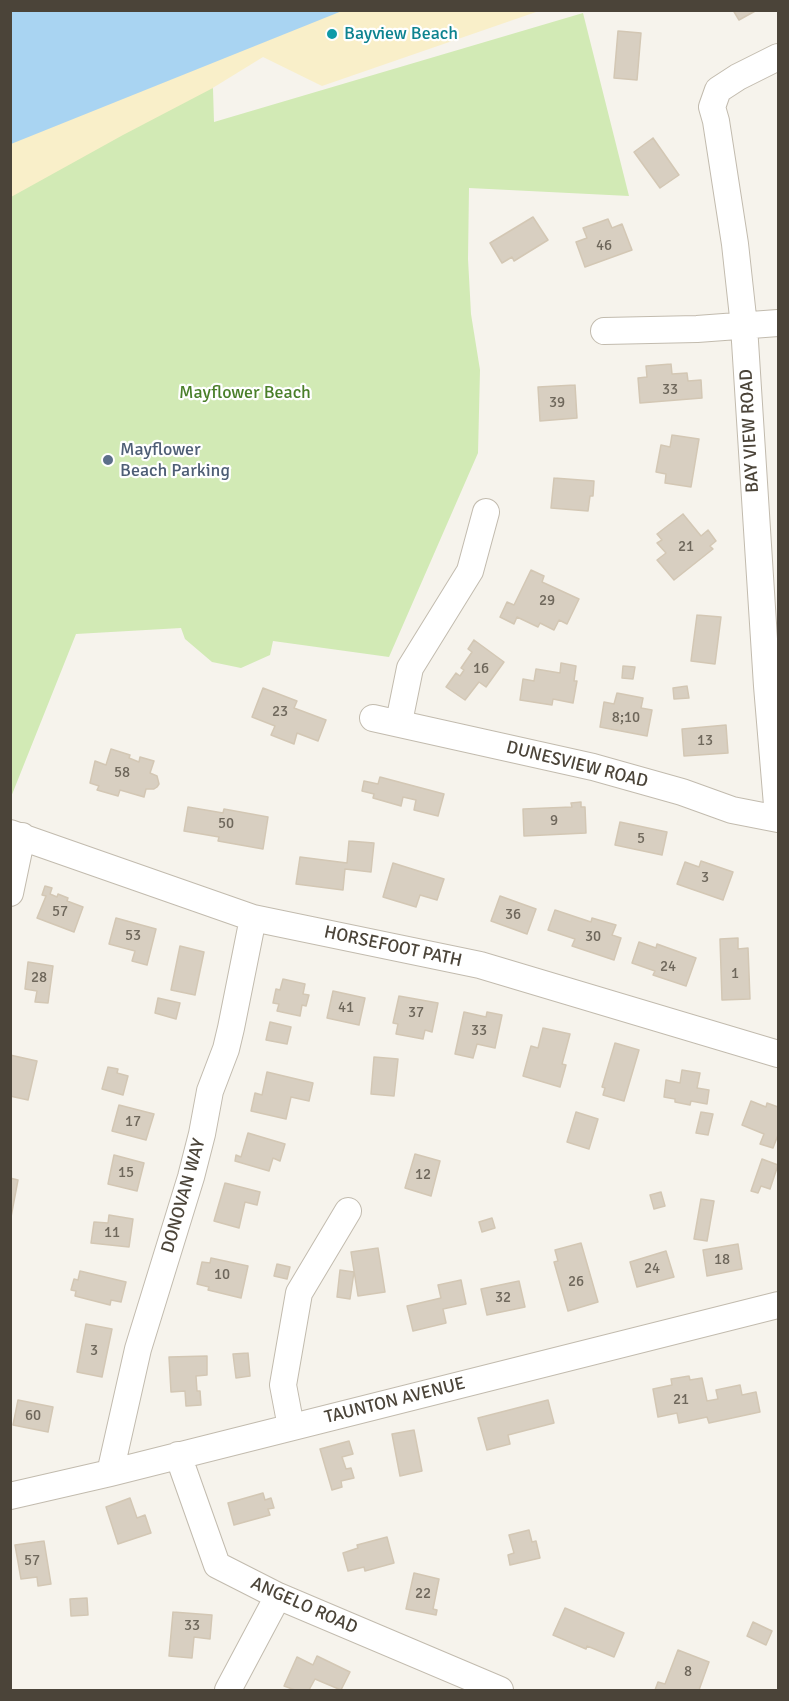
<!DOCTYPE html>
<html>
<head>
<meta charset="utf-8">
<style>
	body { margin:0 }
	#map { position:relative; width:789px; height:1701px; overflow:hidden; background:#f6f3ec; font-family:Signika,sans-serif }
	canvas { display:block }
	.frame { position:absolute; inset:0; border:12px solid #4b4439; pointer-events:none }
</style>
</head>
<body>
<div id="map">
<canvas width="789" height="1701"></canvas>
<div class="frame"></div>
</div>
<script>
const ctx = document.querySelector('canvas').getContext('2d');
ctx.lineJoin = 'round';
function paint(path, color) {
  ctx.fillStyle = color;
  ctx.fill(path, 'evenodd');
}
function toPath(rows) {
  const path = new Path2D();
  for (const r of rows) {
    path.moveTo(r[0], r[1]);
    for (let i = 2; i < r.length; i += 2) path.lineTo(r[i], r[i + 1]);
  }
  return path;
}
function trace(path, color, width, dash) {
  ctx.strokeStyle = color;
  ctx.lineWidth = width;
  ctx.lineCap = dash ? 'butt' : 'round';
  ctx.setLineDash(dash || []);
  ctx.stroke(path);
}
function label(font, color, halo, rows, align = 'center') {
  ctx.font = font + ' Signika,sans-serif';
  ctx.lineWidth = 4.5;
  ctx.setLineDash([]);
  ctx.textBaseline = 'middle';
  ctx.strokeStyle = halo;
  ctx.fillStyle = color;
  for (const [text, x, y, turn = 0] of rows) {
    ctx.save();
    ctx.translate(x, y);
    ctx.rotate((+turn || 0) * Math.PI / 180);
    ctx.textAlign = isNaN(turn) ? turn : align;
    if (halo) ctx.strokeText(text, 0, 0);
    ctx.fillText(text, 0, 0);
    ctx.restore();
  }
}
const green = toPath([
	[183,11,213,89,214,122,583,13,629,196,469,188,468,259,471,314,480,370,478,453,389,657,273,641,270,655,241,668,212,662,185,639,181,628,76,634,11,797,11,63]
]);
const sand = toPath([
	[163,11,539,11,322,86,263,57,211,89,123,135,11,197,11,63]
]);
const water = toPath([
	[11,10,342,10,342,11,11,144]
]);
const building = toPath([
	[733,10,757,10,739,20,733,10],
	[618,31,641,33,637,80,614,78,618,31],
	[653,138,679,175,660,188,634,152,653,138],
	[533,217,548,240,514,261,512,257,502,263,490,243,533,217],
	[608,219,612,228,622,224,632,250,585,267,576,242,587,238,583,228,608,219],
	[671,364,672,374,687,373,688,381,701,380,702,398,640,403,638,378,647,377,646,366,671,364],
	[575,385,577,418,540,421,538,387,575,385],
	[672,435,699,439,691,487,665,483,666,474,656,472,661,445,670,447,672,435],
	[554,478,594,481,593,496,590,496,588,511,551,508,554,478],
	[683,514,701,536,708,530,716,541,710,546,713,549,674,580,657,560,666,553,657,543,662,540,657,534,683,514],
	[531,570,544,576,542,582,579,599,567,624,559,620,554,630,540,623,538,627,517,617,514,624,500,617,507,602,514,605,531,570],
	[697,615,721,617,715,664,691,661,697,615],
	[474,640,504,662,486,687,479,682,465,700,446,687,456,673,460,676,464,670,461,668,472,652,468,649,474,640],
	[561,663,576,666,574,681,577,681,573,703,553,699,552,705,520,700,523,679,534,681,536,669,560,673,561,663],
	[623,666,635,667,633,679,622,678,623,666],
	[687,686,689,698,674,699,673,688,687,686],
	[263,688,297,701,294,708,326,720,318,741,297,733,294,744,271,735,275,726,252,717,263,688],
	[617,693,643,698,641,708,652,710,647,736,600,727,604,702,614,704,617,693],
	[726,725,728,753,684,756,682,729,726,725],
	[111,749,130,755,129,758,139,762,140,757,154,761,150,773,157,776,159,784,157,787,154,789,146,789,144,797,120,790,118,796,97,790,99,786,90,783,95,761,106,765,111,749],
	[380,777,444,794,438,816,414,810,416,800,403,797,401,806,373,798,374,794,362,791,364,781,378,784,380,777],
	[581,802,581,807,585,807,586,833,524,836,523,809,572,807,571,803,581,802],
	[188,807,223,813,224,809,268,817,263,849,218,841,219,837,184,831,188,807],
	[620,822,667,832,662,855,615,845,620,822],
	[349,841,374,843,371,872,345,869,343,890,296,884,300,857,347,863,349,841],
	[701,861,733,872,723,900,677,884,685,862,699,867,701,861],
	[393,863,444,879,437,900,420,895,416,907,383,897,393,863],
	[45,886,52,888,50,894,57,897,58,894,68,898,67,901,83,907,74,932,37,918,46,896,42,895,45,886],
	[500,896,536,909,527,934,491,921,500,896],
	[555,910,591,922,592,918,616,925,612,935,621,938,614,960,572,946,575,939,548,930,555,910],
	[116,918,156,929,147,965,132,961,135,951,109,944,116,918],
	[738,938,738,949,748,948,750,999,722,1000,720,939,738,938],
	[639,942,656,948,657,944,696,958,686,986,653,975,655,971,632,963,639,942],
	[180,946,204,952,195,995,171,990,180,946],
	[28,962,53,966,48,1003,35,1002,37,991,25,989,28,962],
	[283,979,305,984,303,994,309,995,306,1006,302,1005,300,1016,277,1011,279,1004,273,1003,276,989,280,990,283,979],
	[333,991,365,998,359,1025,327,1018,333,991],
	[399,996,438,1003,432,1032,425,1030,423,1039,396,1034,398,1024,393,1023,399,996],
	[158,998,180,1003,176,1019,155,1013,158,998],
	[464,1012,486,1017,487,1012,502,1015,495,1048,477,1044,473,1058,455,1054,464,1012],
	[270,1022,291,1027,287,1044,266,1040,270,1022],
	[543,1028,570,1034,562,1064,566,1065,560,1087,523,1076,531,1046,538,1048,543,1028],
	[615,1043,639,1050,624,1101,603,1095,605,1088,602,1087,615,1043],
	[10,1055,37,1061,28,1100,10,1096,10,1055],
	[374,1057,398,1059,394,1096,371,1094,374,1057],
	[108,1067,118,1069,117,1073,128,1076,123,1095,102,1089,108,1067],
	[682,1070,700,1073,697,1088,709,1090,707,1104,691,1101,690,1105,675,1102,675,1099,664,1097,666,1080,680,1083,682,1070],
	[267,1072,313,1083,309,1101,291,1097,286,1119,251,1111,255,1093,262,1095,267,1072],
	[751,1101,766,1107,767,1103,778,1107,778,1135,773,1148,760,1144,764,1134,742,1125,751,1101],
	[119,1105,154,1114,146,1140,112,1131,119,1105],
	[576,1112,598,1119,589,1149,567,1142,576,1112],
	[701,1112,713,1114,708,1135,696,1133,701,1112],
	[248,1133,285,1144,280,1161,273,1158,269,1171,235,1161,236,1155,241,1157,248,1133],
	[415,1154,440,1161,431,1196,405,1188,415,1154],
	[114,1155,144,1163,137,1191,108,1184,114,1155],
	[762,1159,778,1165,770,1189,761,1186,758,1193,751,1191,762,1159],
	[10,1178,18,1180,11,1217,10,1217,10,1178],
	[225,1183,260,1192,257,1205,245,1202,239,1228,214,1221,225,1183],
	[661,1192,665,1206,654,1209,650,1195,661,1192],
	[701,1199,714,1201,707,1241,694,1239,701,1199],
	[109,1215,133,1219,129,1247,91,1243,94,1222,108,1223,109,1215],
	[492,1218,495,1228,482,1232,479,1222,492,1218],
	[581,1243,598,1302,568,1311,554,1262,558,1261,555,1250,581,1243],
	[738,1244,742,1269,707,1276,703,1250,738,1244],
	[378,1248,385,1292,358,1296,351,1252,378,1248],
	[666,1251,674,1277,637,1287,630,1262,666,1251],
	[211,1258,248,1266,241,1298,208,1290,209,1287,197,1284,202,1262,210,1263,211,1258],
	[277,1264,290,1267,287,1279,274,1276,277,1264],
	[340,1270,354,1272,350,1299,337,1297,340,1270],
	[80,1271,126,1282,121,1302,111,1300,110,1305,75,1296,76,1291,71,1290,74,1279,78,1280,80,1271],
	[461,1280,466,1304,443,1309,446,1323,413,1331,407,1306,441,1298,438,1285,461,1280],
	[519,1281,525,1307,487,1315,481,1289,519,1281],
	[86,1324,112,1329,102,1377,77,1372,86,1324],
	[248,1353,250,1376,236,1378,233,1354,248,1353],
	[207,1356,207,1375,196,1376,197,1391,200,1391,201,1405,186,1406,185,1391,171,1392,169,1357,207,1356],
	[689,1376,690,1380,702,1378,707,1401,718,1399,716,1390,740,1385,742,1395,756,1392,760,1412,709,1423,707,1417,679,1423,677,1413,658,1417,653,1389,672,1385,671,1379,689,1376],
	[18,1400,53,1407,48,1432,13,1425,18,1400],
	[548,1400,554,1423,508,1435,510,1444,487,1450,478,1418,548,1400],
	[414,1430,422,1471,400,1476,392,1434,414,1430],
	[349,1441,353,1454,342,1457,346,1469,351,1468,354,1478,341,1481,342,1487,332,1490,320,1449,349,1441],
	[263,1493,265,1500,271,1498,274,1508,268,1509,270,1515,234,1525,228,1503,263,1493],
	[130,1498,137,1518,145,1515,151,1533,118,1544,106,1507,130,1498],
	[529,1530,532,1542,536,1541,540,1558,510,1565,508,1555,514,1553,509,1535,529,1530],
	[387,1537,394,1563,365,1571,364,1567,348,1571,343,1553,358,1548,357,1545,387,1537],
	[44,1541,51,1584,38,1586,37,1577,21,1579,15,1545,44,1541],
	[414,1573,439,1579,433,1609,437,1610,436,1615,406,1609,414,1573],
	[87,1598,88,1615,71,1616,70,1599,87,1598],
	[565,1608,624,1633,614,1657,587,1646,586,1649,553,1635,565,1608],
	[173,1612,212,1615,210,1639,194,1637,192,1658,169,1656,173,1612],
	[753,1622,772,1631,766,1645,747,1636,753,1622],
	[678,1650,709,1662,699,1690,655,1690,658,1682,665,1684,678,1650],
	[317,1656,350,1672,341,1690,315,1679,309,1690,295,1690,284,1686,297,1657,313,1665,317,1656]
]);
const minor = toPath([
	[778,57,738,77,718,90,712,107,716,121,735,244,744,326,767,686,778,817],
	[604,331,697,329,778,323],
	[373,718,593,767,682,792,732,810,778,819],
	[399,722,410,668,470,571,486,512],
	[10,833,253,918,480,965,778,1054],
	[10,893,22,836],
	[291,1427,283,1385,299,1293,348,1211],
	[178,1455,217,1565,278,1596,500,1690],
	[110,1473,138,1349,191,1177,202,1134,210,1091,226,1049,231,1028,253,918],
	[10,1496,110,1473,778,1305],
	[228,1690,278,1596]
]);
const markers = [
	[332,34,6,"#0f9aa8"],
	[108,460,6,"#5c6f8a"]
];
const numberNames = [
	["46",604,246],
	["33",670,390],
	["39",557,403],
	["21",686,547],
	["29",547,601],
	["16",481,669],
	["23",280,712],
	["8;10",626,718],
	["13",705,741],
	["58",122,773],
	["9",554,821],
	["50",226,824],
	["5",641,839],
	["3",705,878],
	["57",60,912],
	["36",513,915],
	["53",133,936],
	["30",593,937],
	["24",668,967],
	["1",735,974],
	["28",39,978],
	["41",346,1008],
	["37",416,1013],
	["33",479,1031],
	["17",133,1122],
	["15",126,1173],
	["12",423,1175],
	["11",112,1233],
	["18",722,1260],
	["24",652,1269],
	["10",222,1275],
	["26",576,1282],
	["32",503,1298],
	["3",94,1351],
	["21",681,1400],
	["60",33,1416],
	["57",32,1561],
	["22",423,1594],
	["33",192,1626],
	["8",688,1672]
];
const cultureNames = [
	["Bayview Beach",344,34]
];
const parkNames = [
	["Mayflower Beach",245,393]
];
const streetNames = [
	["BAY VIEW ROAD",750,431,-93],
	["DUNESVIEW ROAD",577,765,14],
	["HORSEFOOT PATH",393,947,12],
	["DONOVAN WAY",184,1196,-74],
	["TAUNTON AVENUE",395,1401,-14],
	["ANGELO ROAD",304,1606,24]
];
const serviceNames = [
	["Mayflower",120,450],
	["Beach Parking",120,471]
];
paint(green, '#d2eab5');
paint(sand, '#f9efc9');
paint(water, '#a9d4f2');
paint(building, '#d8cfc1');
trace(building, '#d3c7b4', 1.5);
trace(minor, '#c2bbae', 28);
trace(minor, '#fff', 26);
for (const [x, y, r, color] of markers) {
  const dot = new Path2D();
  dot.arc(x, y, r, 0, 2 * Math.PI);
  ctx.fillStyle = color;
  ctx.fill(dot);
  trace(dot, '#fff', 2);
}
label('15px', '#6e675b', null, numberNames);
label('18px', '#0d838f', '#fff', cultureNames, 'left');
label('18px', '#4a7f2a', '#fff', parkNames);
label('18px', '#4b4439', '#fff', streetNames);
label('18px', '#4e5e75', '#fff', serviceNames, 'left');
</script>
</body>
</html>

-------------------------

Each line of the data above containing the string "strokeStyle" is to be copied.

  ctx.strokeStyle = color;
  ctx.strokeStyle = halo;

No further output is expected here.